The manufacturer of a product must warn of dangers which
he knows or should know are inherent in its use. This duty
may be a continuing one applying to dangers the
manufacturer discovers after sale.
If a more precise parallel were necessary, the Stengels
have alleged it and Arizona law provides it. The Stengels’
new claim specifically alleges, as a violation of Arizona law,
a failure to warn the FDA. Arizona law contemplates a
warning to a third party such as the FDA. Under Arizona
law, a warning to a third party satisfies a manufacturer’s duty
if, given the nature of the warning and the relationship of the
third party, there is reasonable assurance that the information
will reach those whose safety depends on their having it.

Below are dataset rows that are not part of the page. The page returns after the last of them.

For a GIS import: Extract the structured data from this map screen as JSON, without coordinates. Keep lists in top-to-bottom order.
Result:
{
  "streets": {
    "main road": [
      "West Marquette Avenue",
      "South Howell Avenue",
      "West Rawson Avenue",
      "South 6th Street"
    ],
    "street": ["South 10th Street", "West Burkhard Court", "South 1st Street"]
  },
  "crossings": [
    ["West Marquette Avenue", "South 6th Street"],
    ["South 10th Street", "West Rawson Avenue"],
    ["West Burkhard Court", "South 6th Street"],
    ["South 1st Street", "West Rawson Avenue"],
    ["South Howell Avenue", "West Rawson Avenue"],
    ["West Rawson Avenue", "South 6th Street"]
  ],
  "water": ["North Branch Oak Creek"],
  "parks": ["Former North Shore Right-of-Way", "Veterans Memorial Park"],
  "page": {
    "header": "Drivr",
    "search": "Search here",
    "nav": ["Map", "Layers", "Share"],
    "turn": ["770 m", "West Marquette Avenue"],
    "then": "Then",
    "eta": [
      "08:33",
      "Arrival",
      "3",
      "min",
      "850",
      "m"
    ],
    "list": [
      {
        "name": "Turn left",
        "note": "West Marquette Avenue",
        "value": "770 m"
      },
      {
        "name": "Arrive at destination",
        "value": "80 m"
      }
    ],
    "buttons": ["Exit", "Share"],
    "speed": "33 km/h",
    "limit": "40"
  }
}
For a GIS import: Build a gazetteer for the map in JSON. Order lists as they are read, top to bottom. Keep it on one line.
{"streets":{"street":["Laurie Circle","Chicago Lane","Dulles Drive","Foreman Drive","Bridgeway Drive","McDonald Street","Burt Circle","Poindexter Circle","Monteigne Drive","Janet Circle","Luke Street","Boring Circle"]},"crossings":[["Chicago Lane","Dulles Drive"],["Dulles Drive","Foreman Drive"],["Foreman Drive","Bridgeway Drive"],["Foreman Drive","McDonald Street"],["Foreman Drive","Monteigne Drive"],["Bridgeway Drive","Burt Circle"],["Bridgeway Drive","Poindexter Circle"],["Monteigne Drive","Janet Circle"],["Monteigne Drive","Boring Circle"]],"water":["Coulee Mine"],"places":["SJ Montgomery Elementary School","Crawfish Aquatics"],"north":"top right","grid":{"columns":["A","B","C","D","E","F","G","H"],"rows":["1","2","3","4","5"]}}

Id. at 1233 (quotations and citations omitted).
22
Appellants argue that, like the situation in Stengel, once Medtronic began to
promote the Infuse Protein for intended uses that had not been approved by the FDA,
federal law required it to report adverse effects to the FDA and revise its labeling to warn
of risks associated with these uses. The court in Beavers-Gabriel discussed a similar
issue. 15 F. Supp. 3d at 1038-40. In that case, the plaintiff filed an action against
Medtronic, asserting state law claims based on injuries she sustained after undergoing
spinal surgery in which her surgeon used Medtronic’s Infuse Protein in an off-label
manner. Id. at 1025. Medtronic moved to dismiss the plaintiff’s claims as expressly
preempted by 21 U.S.C. § 360k(a) and impliedly preempted by the “no private right of
action” clause of 21 U.S.C. § 337(a). Id.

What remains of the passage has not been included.